One can also see in these films the development of the typical Hawksian femme, the strong, independent-minded woman who is eager to compete on equal ground with the men in every way. She is not always fully developed in Hawks' early work. Louise Brooks' amoral gold-digger in A Girl in Every Port might be strong and independent, but she's also the most obviously misogynist caricature Hawks would ever craft, and her fate in the film reflects this: she's ultimately cast aside in favor of the male friendship that forms the film's true romantic story. Hawks' next two films, The Dawn Patrol and The Criminal Code, would feature, respectively, no women at all and a female character so weak as to be inconsequential. On the other hand, Ann Dvorak in both Scarface and The Crowd Roars would — perhaps because she was also Hawks' mistress at the time — display an attitude of raw, unfettered sexuality and assertiveness, more early traces of the Hawksian woman struggling to break free. Zita Johann in Tiger Shark is too sweet and retiring, much like June Lang in The Road to Glory a few years later; Johann turns in a fine, sensitive performance while Lang is mostly a model-pretty hunk of marble for Hawks to sculpt with light and shadows, but neither could be described as a Hawksian woman. On the other hand, one can see traces in Joan Crawford (Today We Live) and Miriam Hopkins (Barbary Coast) of the qualities Hawks so admired in women, though neither film is good enough or fully Hawksian enough to allow these qualities free reign.

These are early indications of the Hawks heroine coming into being, but there are more fully developed incarnations of the type in Ceiling Zero (June Travis' wisecracking aviatrix), Twentieth Century (the unstoppable hamminess of Carole Lombard going toe to toe with equally hammy John Barrymore), and the first half of Come and Get It (Frances Farmer's tough, brawling barmaid, a performance developed by the actress after Hawks encouraged her to observe real-life prostitutes and waitresses).
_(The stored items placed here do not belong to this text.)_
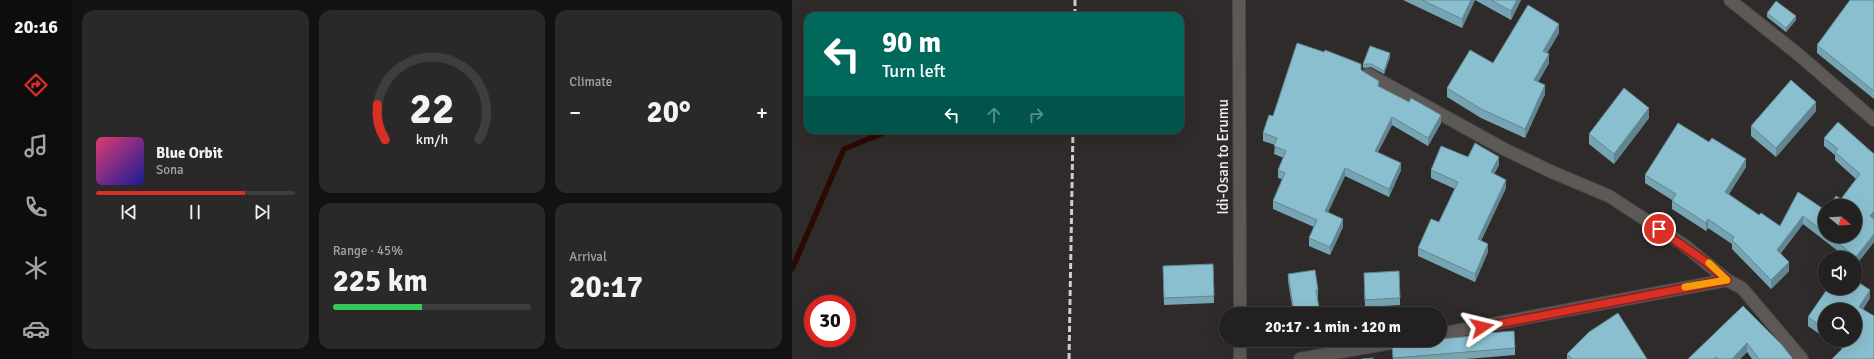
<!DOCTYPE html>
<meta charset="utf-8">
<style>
body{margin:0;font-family:Signika,sans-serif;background:#2a2829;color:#f1f3f6;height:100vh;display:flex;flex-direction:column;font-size:15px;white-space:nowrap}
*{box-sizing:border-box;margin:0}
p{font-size:13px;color:#a2a3a5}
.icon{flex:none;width:22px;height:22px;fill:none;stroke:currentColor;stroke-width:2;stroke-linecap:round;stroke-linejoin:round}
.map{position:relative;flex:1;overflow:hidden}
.side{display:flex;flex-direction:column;gap:10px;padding:10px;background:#131212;width:720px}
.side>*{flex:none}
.top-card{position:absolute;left:12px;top:12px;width:380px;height:122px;border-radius:12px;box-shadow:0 4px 16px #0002,0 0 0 1px #3f3e3e;background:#00695c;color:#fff;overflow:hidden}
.needle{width:26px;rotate:108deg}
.buttons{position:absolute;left:1026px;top:199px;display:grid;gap:8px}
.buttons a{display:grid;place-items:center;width:44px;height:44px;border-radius:50%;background:#222020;box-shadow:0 4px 16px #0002,0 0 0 1px #3f3e3e;font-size:20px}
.speed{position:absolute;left:12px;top:295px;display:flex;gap:8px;font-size:20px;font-weight:700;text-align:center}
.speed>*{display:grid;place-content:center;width:52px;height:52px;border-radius:50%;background:#222020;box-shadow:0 4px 16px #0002,0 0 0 1px #3f3e3e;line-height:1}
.speed .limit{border:6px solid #d22;background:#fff;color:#111}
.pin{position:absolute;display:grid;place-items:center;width:34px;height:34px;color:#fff;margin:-17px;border:2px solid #fff;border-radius:50%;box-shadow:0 1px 4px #0007}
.me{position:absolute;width:44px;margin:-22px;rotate:80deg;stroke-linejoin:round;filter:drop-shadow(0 0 3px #0008)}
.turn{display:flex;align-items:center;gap:14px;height:84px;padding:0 12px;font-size:18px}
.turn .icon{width:52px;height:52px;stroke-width:2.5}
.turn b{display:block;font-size:28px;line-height:34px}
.lanes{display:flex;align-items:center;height:38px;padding:0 12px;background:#0003;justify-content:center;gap:20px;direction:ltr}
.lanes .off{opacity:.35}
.big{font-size:30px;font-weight:800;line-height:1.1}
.side .widget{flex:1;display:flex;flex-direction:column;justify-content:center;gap:6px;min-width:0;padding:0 14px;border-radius:12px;background:#2a2829}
.side .dial{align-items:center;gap:0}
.dial svg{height:104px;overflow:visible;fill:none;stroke:#3f3e3e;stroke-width:7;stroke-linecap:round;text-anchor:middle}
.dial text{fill:#f1f3f6;stroke:none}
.song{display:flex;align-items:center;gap:12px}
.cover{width:48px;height:48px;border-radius:6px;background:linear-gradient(135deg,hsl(340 70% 55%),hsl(240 70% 35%))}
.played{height:4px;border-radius:2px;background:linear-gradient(90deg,#d93025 75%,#3f3e3e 75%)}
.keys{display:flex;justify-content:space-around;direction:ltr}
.heat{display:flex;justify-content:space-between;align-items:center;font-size:22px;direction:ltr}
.charge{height:6px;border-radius:3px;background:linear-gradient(90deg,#34c759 45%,#3f3e3e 0)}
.side .tiles{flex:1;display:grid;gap:10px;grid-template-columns:repeat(3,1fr)}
.widget:first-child{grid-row:span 2}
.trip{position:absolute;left:427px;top:307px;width:228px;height:40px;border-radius:20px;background:#222020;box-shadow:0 4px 16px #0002,0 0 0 1px #3f3e3e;font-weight:800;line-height:40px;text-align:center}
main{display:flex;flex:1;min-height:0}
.menu{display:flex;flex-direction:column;width:72px;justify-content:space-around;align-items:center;background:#0e0d0d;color:#a2a3a5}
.menu .icon{width:28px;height:28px}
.menu .selected{color:#d93025}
.menu b{font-size:18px;color:#f1f3f6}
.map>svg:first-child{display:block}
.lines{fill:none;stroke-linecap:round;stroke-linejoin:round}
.stream{stroke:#2b0a01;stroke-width:5.5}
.street-casing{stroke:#4a4847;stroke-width:14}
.street{stroke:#5c5957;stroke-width:12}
.rail{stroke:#cfcdcc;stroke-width:3;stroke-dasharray:6 3;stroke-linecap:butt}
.wall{fill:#77a4b2}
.shaded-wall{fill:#618691}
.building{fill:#8abfcf;stroke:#618691}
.route-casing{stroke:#8d1f18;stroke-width:10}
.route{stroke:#d93025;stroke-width:7}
.slow{stroke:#f59e0b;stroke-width:7}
.labels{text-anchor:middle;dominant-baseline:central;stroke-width:4;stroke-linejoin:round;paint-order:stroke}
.street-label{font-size:15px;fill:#efedec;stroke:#2e2b2a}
</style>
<main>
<nav class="menu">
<b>20:16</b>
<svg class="icon selected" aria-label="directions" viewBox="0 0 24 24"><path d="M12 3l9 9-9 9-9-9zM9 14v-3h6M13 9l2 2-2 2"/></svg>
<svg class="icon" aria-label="music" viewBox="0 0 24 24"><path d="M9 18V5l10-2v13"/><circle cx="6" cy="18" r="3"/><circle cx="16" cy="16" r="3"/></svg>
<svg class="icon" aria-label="phone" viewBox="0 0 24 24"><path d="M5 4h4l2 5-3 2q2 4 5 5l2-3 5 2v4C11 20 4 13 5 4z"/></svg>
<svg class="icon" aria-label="climate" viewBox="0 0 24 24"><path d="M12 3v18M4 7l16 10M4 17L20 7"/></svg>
<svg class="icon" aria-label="car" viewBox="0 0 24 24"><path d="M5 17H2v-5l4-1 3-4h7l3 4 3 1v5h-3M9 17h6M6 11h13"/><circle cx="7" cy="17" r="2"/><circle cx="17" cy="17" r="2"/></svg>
</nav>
<section class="side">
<div class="tiles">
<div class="widget">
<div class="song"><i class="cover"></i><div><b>Blue Orbit</b><p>Sona</p></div></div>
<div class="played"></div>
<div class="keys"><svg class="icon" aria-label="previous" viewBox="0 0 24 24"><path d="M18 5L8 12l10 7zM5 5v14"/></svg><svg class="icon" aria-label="pause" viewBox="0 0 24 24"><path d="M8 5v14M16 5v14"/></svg><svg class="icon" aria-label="next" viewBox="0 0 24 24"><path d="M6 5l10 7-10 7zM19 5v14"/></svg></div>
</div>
<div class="widget dial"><svg viewBox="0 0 100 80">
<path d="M14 69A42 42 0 1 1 86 69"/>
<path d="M14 69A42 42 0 0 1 8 42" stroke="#d93025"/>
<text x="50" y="56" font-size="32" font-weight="700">22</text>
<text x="50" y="72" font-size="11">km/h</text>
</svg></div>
<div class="widget"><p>Climate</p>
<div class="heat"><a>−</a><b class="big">20°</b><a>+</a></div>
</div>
<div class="widget"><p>Range · 45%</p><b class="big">225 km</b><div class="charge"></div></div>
<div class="widget"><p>Arrival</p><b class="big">20:17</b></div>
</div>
</section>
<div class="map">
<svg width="1082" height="359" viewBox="0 0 1082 359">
<rect width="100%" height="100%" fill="#2e2b2a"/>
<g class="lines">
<path class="stream" d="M0,269L52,149L99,130"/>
<g class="street-casing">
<g id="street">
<path d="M447,0L448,314"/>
<path d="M938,0L1007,55L1082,120"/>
<path d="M576,74L712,149L760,172L817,196L892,245L935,280"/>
<path d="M648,334L935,280L950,288L1010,359"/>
<path d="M448,340V359"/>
<path d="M508,359L616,340"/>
</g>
</g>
<use href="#street" class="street"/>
<g class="rail">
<path d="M283,0V16"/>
<path d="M277,359L281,130"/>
</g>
</g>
<g class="wall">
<path d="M611,0H729L719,20L683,0L670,28Z"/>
<path d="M1082,0V99L1025,53V45Z"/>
<path d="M975,13L1004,20L994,32L975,17Z"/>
<path d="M767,33L755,53L757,63L746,82L753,94L733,138L689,118L655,97V88L701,63Z"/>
<path d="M598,57L592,74L579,67L571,68V64Z"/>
<path d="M569,70L587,87L649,123L636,146L600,125L586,152L609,170L597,197L553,176L536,212L551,227L538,255L517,246V238L522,227L481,209V201L490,179L486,178V170L492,158L482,154L483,145L471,141V133L481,116Z"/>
<path d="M1024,111L984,157L959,136V126Z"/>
<path d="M857,118L822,164L797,144V134Z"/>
<path d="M1032,138L1082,154V242L1064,265L1063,264V258H1055L1011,224L989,253L997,271L979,289L940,249V244L916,228L914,231L880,209V200L853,183V175L917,142L954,167L937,194L967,215L988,226L1006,192L1033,210V236H1063L1049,199L1064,179L1043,160V155L1032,146Z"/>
<path d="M707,165L702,174L714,188L689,241L696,252L683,282L626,256V248L647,222L663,189L639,178V170Z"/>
<path d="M421,264L422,303L372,305L371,266Z"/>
<path d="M496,274L526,290V297H525L528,314H474V311L500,306L496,281Z"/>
<path d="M572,280L608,298V305L573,307Z"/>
<path d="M1063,280L1078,290V298L1071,309L1082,316V359H1040L1050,349L1037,340H1063V310H1033V338L1016,326V317L1036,288H1063Z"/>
<path d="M951,306L1001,359H960L955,352L948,359H896Z"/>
<path d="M682,336L723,348V355L674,359H601L600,343Z"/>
<path d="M775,354L855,359H775Z"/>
</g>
<g class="shaded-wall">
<path d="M679,0H683L670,28V19Z"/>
<path d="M725,0H729L719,20V11Z"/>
<path d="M1004,16V20L994,32V28Z"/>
<path d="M767,24V33L751,60V51Z"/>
<path d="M598,53V57L592,74V71Z"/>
<path d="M757,54V63L742,89V80Z"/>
<path d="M753,85V94L733,138V129Z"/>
<path d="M1024,102V111L984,157V148Z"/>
<path d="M857,108V118L822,164V154Z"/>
<path d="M649,115V123L636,146V138Z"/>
<path d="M600,117V125L583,158V151Z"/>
<path d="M707,157V165L699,180V172Z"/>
<path d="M954,159V167L933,200V192Z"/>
<path d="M609,163V170L597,197V189Z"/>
<path d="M553,168V176L533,219V211Z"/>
<path d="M714,180V188L686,247V239Z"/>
<path d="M1082,211V219L1078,216Z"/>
<path d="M1011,216V224L985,258V250Z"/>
<path d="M551,219V227L538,255V247Z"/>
<path d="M916,219V228L914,231V223Z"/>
<path d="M1082,234V242L1064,265V257Z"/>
<path d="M696,244V252L683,282V274Z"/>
<path d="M997,262V271L979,289V280Z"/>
<path d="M1078,290V298L1067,315V307Z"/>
<path d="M955,343V352L948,359H940Z"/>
</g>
<g class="building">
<path d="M630,0H679L670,19Z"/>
<path d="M699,0H725L719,11Z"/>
<path d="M1058,0H1082V91L1025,45Z"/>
<path d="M984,1L1004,16L994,28L975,13Z"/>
<path d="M736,5L767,24L751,51L757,54L742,80L753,85L733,129L689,109L655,88L678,50L701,63Z"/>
<path d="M505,43L532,52L533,50L569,64V70L572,72L587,81L586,86L617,102L619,98L649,115L636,138L600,117L583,151L609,163L597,189L553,168L533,211L551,219L538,247L517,238L525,220L481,201L493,173L486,170L494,151L482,146L485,138L471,133L477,115L481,116Z"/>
<path d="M578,46L598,53L592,71L579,64H571Z"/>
<path d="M999,80L1024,102L984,148L959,126Z"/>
<path d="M832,88L857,108L822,154L797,134Z"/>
<path d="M1046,122L1082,154V211L1078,216L1082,219V234L1064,257L1037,236H1063V206H1037L1044,196L1049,199L1068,174L1043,152L1046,149L1032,138Z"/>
<path d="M886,123L917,142L920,138L954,159L933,192L967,215L969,213L988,226L1006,192L1033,210V233L1011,216L985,250L997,262L979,280L940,240L942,237L916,219L914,223L880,201L884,194L853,175Z"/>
<path d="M683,143L707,157L699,172L714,180L686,239L696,244L683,274L626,248L639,219L647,222L666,182L639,170L649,146L676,157Z"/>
<path d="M421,264L422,296L372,298L371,266Z"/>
<path d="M523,270L526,290H524L528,314H475L474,311L501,306L496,274Z"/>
<path d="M607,271L608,298L573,300L572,273Z"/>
<path d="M1063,280L1078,290L1067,307L1082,316V359H1040L1055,344L1049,340H1063V310H1033V329L1016,317L1036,288H1063Z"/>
<path d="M951,306L990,345L1001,359H967L955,343L940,359H926L924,357L921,359H896Z"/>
<path d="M826,313L855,359H780L775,354L797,332Z"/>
<path d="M722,331L723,348L601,358L600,343L638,340H648V339L682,336V334Z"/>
<path d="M581,358V359H570Z"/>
</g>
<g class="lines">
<g class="route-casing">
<path id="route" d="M690,327L935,280L914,262L867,229"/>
</g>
<use href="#route" class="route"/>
<path class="slow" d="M893,287L935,280L917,263"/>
</g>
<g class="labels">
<g class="street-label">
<text transform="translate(431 157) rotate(-90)">Idi-Osan to Erumu</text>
</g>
</g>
</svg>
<div class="buttons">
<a><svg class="needle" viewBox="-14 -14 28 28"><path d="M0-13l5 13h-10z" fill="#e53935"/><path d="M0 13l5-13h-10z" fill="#a2a3a5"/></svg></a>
<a><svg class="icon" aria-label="sound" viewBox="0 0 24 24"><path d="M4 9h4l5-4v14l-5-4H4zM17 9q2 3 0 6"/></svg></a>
<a><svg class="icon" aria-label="search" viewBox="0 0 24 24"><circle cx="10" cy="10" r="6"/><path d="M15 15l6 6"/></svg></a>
</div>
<div class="speed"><div class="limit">30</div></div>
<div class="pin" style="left:867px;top:229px;background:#d93025"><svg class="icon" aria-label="arrive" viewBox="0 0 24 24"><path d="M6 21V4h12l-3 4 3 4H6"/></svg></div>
<svg class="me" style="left:690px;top:327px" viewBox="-20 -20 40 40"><path d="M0-17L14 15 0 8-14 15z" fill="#d93025" stroke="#fff" stroke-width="4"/></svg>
<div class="trip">20:17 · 1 min · 120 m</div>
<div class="top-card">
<div class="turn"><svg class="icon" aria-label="left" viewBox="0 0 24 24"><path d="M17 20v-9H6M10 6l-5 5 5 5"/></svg><div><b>90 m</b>Turn left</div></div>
<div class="lanes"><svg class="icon" aria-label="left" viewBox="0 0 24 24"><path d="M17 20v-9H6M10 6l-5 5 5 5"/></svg><svg class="icon off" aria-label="ahead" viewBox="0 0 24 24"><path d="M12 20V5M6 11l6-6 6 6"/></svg><svg class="icon off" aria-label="right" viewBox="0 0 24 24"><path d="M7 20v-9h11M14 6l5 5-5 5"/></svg></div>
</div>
</div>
</main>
In these early films, Hawks still sometimes seems to be struggling to find a way to incorporate women into his male-centric worldview, and though many of these films do have interesting women characters, none are quite as strong or as fully realized as the women who fleshed out the template in later years: Rosalind Russell, Katharine Hepburn, Barbara Stanwyck, Lauren Bacall.

I didn't mean to dwell so long on this aspect of these films, though gender and sexuality in Hawks is an endlessly fascinating subject: perhaps because he places such a strong emphasis on both ritualized gestures and coded, punny language, few directors' oeuvres are so susceptible to psychosexual "deep readings" of the relationships between men and women. More importantly, however, Hawks' best films are fun, vibrant, and potent. Hawks always considered himself an entertainer rather than an artist, and his films, whatever other artistic virtues they may possess, are seldom less than a good time. As it turns out, this is as true of Hawks' little seen early films as it is of his later work. These films are artfully made, fascinating for their glimpse into Hawks' early development, and frequently exciting, funny and raggedly entertaining. At their best — Twentieth Century and Scarface, of course, but also Tiger Shark, Ceiling Zero, The Dawn Patrol and A Girl in Every Port — they deserve to be mentioned in the same breath as Hawks' later, much more widely seen work.

Once again, I want to thank everyone for reading along as I've explored Hawks' early years, and I want to especially thank those bloggers who have joined me in exploring some of these films. Over the next few weeks, Hawks will remain a fixture at this blog; as a postscript to the blog-a-thon, I'll be watching and reviewing later Hawks films every once in a while, both revisiting favorites and catching up on some I've missed. The early Hawks blog-a-thon is now finished, but I certainly hope that the broader discussion of Hawks is not.